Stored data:
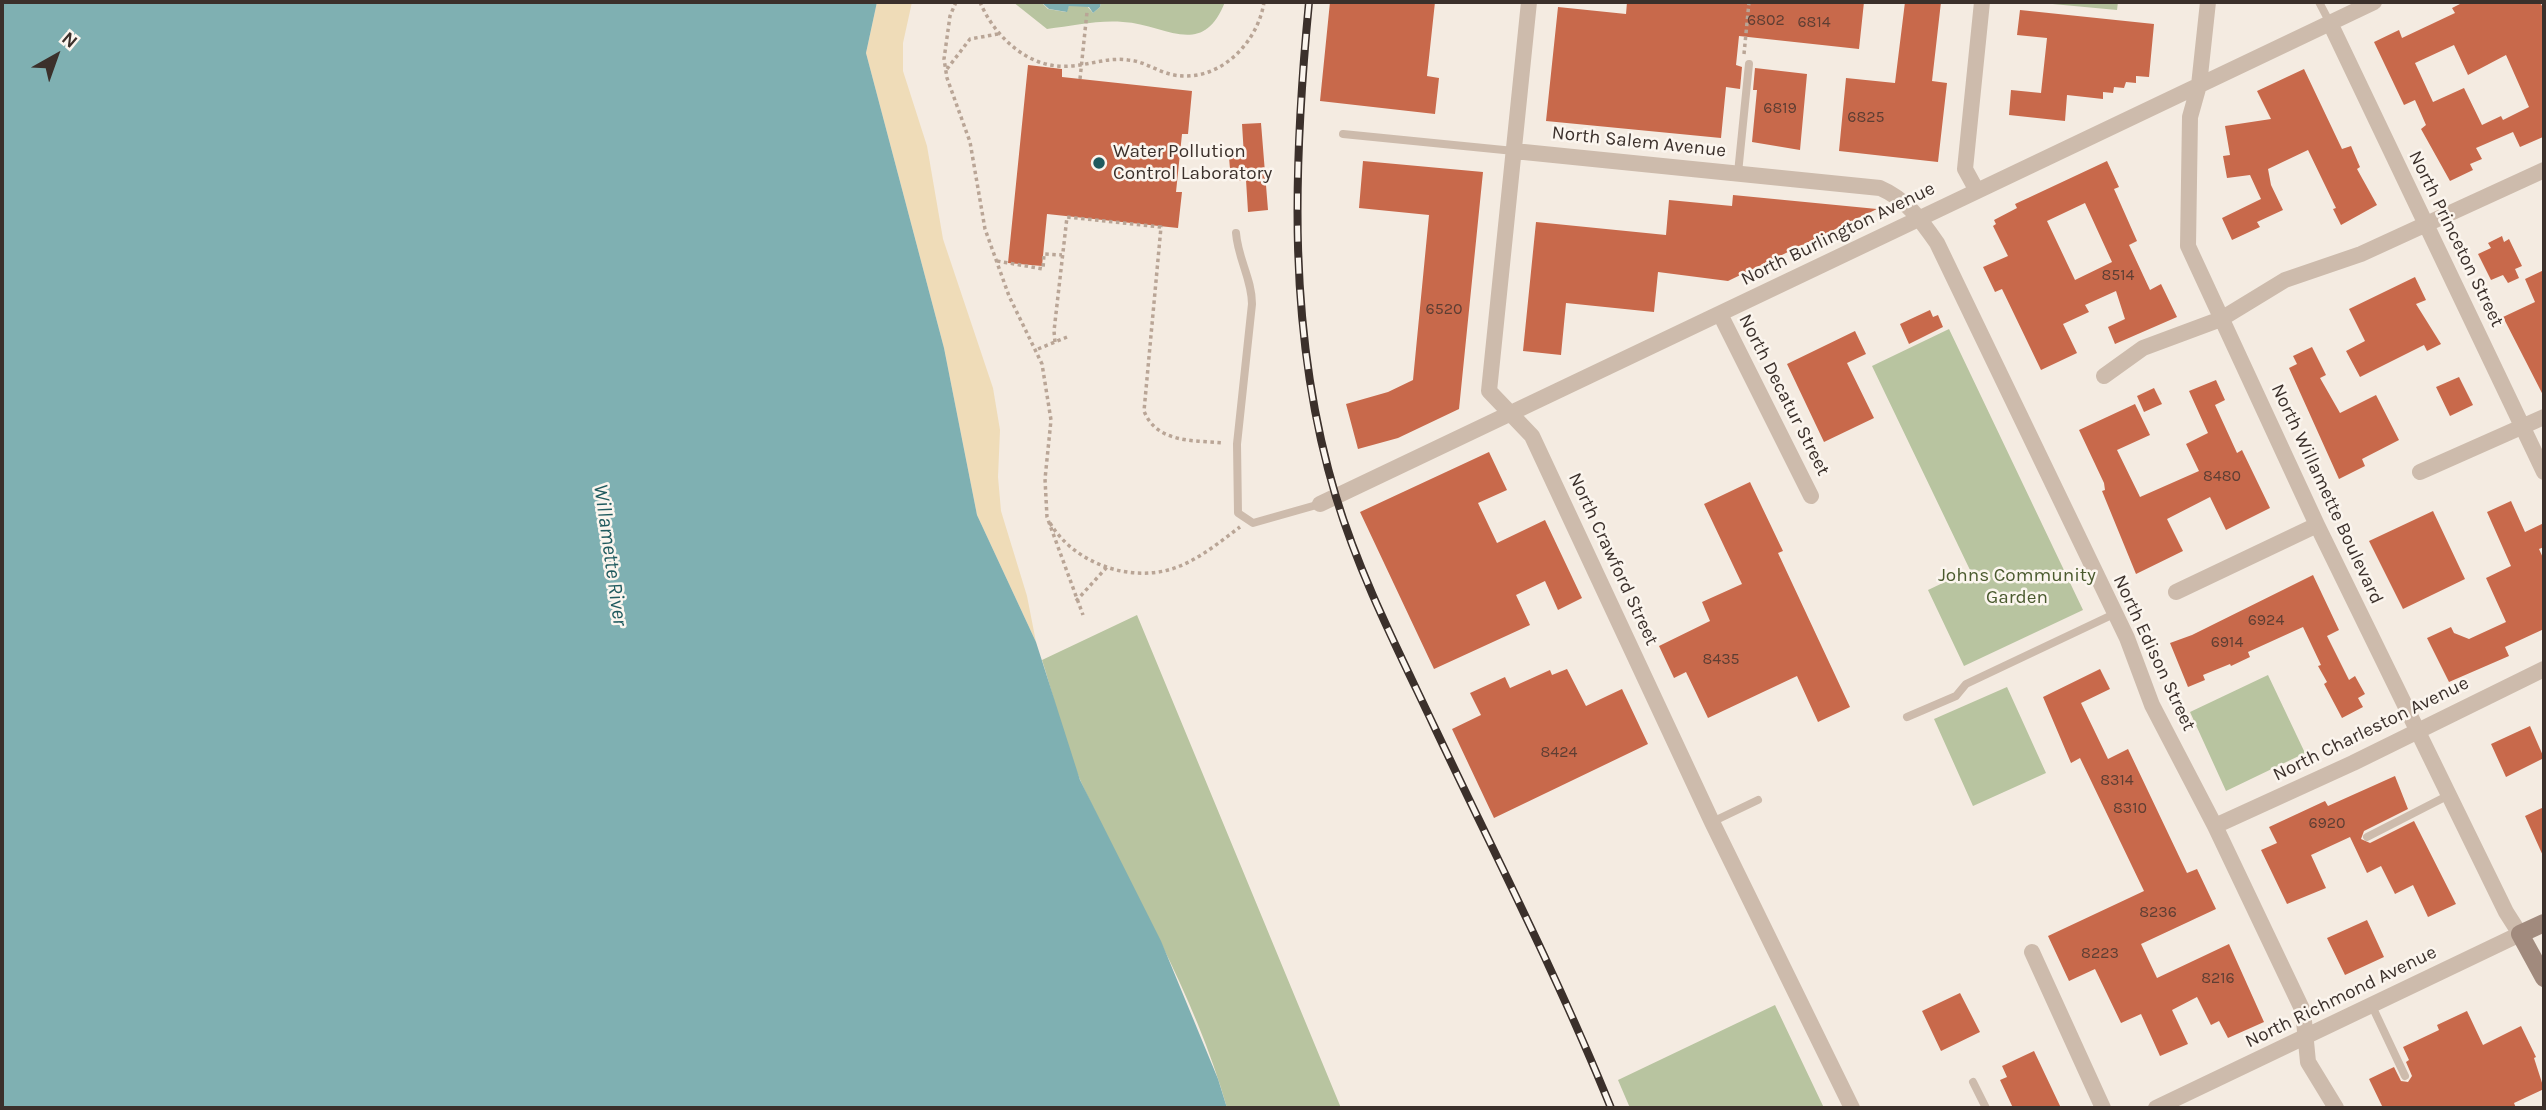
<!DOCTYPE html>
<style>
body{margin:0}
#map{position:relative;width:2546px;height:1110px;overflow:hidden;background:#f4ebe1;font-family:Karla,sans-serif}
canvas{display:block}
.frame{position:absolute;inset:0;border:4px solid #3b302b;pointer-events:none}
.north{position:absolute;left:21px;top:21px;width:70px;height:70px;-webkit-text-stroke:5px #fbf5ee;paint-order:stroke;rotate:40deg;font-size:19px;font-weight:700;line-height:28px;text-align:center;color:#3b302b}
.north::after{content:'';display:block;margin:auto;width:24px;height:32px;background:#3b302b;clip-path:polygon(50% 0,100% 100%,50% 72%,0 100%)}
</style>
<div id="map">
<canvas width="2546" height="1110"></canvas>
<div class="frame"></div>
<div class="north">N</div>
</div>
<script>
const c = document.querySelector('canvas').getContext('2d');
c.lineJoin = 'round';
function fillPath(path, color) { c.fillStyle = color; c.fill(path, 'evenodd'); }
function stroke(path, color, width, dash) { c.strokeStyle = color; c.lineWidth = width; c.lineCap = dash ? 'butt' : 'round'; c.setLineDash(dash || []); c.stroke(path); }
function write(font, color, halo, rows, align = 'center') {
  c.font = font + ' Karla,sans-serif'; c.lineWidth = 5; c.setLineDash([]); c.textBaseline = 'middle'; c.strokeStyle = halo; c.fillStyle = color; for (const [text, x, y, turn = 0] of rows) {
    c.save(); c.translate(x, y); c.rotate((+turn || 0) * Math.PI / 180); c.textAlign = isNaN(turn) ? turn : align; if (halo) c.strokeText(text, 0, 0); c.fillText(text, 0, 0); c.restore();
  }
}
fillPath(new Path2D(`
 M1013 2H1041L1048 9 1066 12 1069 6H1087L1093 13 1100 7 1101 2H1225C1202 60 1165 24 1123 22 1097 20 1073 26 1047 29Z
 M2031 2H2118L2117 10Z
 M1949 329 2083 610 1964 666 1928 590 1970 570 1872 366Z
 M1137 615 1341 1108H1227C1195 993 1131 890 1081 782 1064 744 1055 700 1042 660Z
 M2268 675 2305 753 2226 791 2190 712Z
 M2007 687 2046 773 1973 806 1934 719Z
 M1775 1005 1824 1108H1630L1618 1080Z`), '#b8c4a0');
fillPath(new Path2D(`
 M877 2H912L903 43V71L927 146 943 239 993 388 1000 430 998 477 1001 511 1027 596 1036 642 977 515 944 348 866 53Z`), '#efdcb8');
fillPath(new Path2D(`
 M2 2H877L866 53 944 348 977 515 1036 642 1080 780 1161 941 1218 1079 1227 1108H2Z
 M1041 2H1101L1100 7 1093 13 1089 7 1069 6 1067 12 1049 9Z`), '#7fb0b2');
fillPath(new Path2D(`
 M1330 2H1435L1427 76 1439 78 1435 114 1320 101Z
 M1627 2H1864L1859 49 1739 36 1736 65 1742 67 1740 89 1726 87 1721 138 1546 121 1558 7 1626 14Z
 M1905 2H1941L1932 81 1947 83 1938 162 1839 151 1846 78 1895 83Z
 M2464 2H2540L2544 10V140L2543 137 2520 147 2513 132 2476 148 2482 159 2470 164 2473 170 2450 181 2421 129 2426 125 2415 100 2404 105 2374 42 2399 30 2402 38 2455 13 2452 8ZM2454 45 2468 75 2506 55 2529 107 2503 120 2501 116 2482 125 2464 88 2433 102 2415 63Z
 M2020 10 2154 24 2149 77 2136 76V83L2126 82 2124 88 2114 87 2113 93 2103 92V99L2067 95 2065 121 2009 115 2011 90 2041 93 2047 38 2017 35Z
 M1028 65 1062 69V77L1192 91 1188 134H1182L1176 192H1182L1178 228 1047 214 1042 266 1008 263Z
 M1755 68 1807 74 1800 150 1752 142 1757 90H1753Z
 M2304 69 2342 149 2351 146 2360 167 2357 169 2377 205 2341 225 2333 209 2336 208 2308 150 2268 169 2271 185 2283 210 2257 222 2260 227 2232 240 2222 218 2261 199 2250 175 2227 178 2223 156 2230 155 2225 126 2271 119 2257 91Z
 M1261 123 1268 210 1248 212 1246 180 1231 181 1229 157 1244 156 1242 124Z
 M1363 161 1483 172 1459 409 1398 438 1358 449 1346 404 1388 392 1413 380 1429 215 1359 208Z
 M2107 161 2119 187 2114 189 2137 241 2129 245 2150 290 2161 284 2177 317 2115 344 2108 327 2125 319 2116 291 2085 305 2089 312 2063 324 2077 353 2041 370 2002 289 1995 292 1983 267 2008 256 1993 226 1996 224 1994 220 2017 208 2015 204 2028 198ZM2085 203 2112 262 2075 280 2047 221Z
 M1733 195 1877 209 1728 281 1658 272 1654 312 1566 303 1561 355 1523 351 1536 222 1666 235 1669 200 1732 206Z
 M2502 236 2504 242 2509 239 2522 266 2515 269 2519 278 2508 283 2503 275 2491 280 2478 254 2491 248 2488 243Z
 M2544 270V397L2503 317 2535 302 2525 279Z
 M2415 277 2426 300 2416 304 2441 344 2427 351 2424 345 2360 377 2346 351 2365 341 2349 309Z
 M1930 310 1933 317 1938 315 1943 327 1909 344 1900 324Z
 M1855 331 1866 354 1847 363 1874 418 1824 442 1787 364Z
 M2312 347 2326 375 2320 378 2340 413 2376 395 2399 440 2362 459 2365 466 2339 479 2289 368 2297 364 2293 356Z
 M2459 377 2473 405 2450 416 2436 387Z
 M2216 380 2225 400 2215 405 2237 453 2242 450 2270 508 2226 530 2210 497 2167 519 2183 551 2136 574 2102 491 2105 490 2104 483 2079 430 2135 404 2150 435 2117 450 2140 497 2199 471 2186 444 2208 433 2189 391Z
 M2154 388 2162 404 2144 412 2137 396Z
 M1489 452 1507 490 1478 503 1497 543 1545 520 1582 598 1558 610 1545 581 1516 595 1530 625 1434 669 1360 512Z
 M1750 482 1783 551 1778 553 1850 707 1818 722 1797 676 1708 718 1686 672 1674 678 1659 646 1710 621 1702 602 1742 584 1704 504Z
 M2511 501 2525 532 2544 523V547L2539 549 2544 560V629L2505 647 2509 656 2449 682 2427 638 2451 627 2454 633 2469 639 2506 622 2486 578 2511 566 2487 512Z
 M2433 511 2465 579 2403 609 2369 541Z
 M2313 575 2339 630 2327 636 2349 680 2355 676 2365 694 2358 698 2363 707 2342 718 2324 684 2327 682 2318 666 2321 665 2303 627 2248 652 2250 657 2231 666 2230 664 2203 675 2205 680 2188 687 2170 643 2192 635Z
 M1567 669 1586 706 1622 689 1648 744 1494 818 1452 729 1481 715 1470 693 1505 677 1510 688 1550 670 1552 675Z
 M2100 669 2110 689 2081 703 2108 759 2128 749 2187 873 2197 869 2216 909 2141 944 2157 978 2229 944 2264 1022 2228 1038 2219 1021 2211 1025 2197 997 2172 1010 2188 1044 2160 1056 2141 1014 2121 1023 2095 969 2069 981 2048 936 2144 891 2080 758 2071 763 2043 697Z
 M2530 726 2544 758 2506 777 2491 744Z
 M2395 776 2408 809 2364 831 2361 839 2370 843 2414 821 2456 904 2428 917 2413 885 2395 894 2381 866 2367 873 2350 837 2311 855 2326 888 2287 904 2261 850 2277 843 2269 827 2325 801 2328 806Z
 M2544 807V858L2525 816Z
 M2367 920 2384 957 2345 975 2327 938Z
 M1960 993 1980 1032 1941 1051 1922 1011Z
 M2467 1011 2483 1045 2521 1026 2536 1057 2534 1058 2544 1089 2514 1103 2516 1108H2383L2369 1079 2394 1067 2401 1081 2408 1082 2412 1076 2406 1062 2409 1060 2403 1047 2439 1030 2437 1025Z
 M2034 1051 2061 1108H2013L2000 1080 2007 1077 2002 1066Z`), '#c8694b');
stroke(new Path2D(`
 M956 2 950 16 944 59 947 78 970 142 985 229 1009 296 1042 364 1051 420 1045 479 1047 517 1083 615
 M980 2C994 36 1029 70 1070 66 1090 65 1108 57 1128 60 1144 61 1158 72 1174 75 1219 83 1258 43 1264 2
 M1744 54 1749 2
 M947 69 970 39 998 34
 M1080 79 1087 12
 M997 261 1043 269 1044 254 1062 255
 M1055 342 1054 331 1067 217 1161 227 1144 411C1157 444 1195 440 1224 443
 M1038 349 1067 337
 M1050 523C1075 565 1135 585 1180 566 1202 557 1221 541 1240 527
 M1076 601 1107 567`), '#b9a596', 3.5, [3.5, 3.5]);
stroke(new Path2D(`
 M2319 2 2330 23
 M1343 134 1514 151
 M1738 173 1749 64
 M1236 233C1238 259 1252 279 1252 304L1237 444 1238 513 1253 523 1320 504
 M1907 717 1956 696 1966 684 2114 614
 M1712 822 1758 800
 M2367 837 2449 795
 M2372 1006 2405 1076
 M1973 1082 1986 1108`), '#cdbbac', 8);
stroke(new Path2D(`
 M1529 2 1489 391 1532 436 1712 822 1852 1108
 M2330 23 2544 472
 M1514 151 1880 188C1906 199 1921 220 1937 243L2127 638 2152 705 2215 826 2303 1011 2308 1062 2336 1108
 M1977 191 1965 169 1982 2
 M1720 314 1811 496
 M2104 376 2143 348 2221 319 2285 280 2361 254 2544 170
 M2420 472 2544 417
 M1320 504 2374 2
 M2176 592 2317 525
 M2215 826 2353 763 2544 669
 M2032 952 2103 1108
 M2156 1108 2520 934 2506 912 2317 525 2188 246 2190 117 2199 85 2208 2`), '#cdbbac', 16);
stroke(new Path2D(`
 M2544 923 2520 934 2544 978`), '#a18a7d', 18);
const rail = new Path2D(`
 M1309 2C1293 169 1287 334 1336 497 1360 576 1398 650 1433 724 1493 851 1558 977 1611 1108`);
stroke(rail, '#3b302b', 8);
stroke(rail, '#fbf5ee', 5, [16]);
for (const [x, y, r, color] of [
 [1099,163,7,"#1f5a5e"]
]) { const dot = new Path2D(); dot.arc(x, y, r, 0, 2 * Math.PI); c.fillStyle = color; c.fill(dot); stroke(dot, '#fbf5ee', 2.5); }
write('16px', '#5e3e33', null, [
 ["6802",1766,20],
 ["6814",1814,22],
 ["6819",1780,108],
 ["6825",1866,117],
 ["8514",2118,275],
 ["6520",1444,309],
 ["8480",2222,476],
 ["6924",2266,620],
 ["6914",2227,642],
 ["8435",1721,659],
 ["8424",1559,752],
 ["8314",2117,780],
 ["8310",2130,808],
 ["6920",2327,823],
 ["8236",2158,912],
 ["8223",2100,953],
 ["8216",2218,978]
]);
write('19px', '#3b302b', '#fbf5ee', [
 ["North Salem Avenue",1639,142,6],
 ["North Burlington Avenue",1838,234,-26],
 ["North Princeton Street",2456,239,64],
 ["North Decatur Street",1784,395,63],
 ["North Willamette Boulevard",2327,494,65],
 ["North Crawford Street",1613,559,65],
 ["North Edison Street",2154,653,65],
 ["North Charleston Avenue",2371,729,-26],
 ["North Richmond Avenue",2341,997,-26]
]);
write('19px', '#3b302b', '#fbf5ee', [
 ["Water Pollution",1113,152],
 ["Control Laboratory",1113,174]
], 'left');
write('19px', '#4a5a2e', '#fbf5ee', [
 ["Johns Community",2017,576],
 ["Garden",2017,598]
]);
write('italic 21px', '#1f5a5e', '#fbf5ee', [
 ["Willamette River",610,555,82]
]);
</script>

• [THE TASK]: The lines of the records that contain the string "function" should be located and copied.

• [RESULT FOR THIS EXERCISE]:
function fillPath(path, color) { c.fillStyle = color; c.fill(path, 'evenodd'); }
function stroke(path, color, width, dash) { c.strokeStyle = color; c.lineWidth = width; c.lineCap = dash ? 'butt' : 'round'; c.setLineDash(dash || []); c.stroke(path); }
function write(font, color, halo, rows, align = 'center') {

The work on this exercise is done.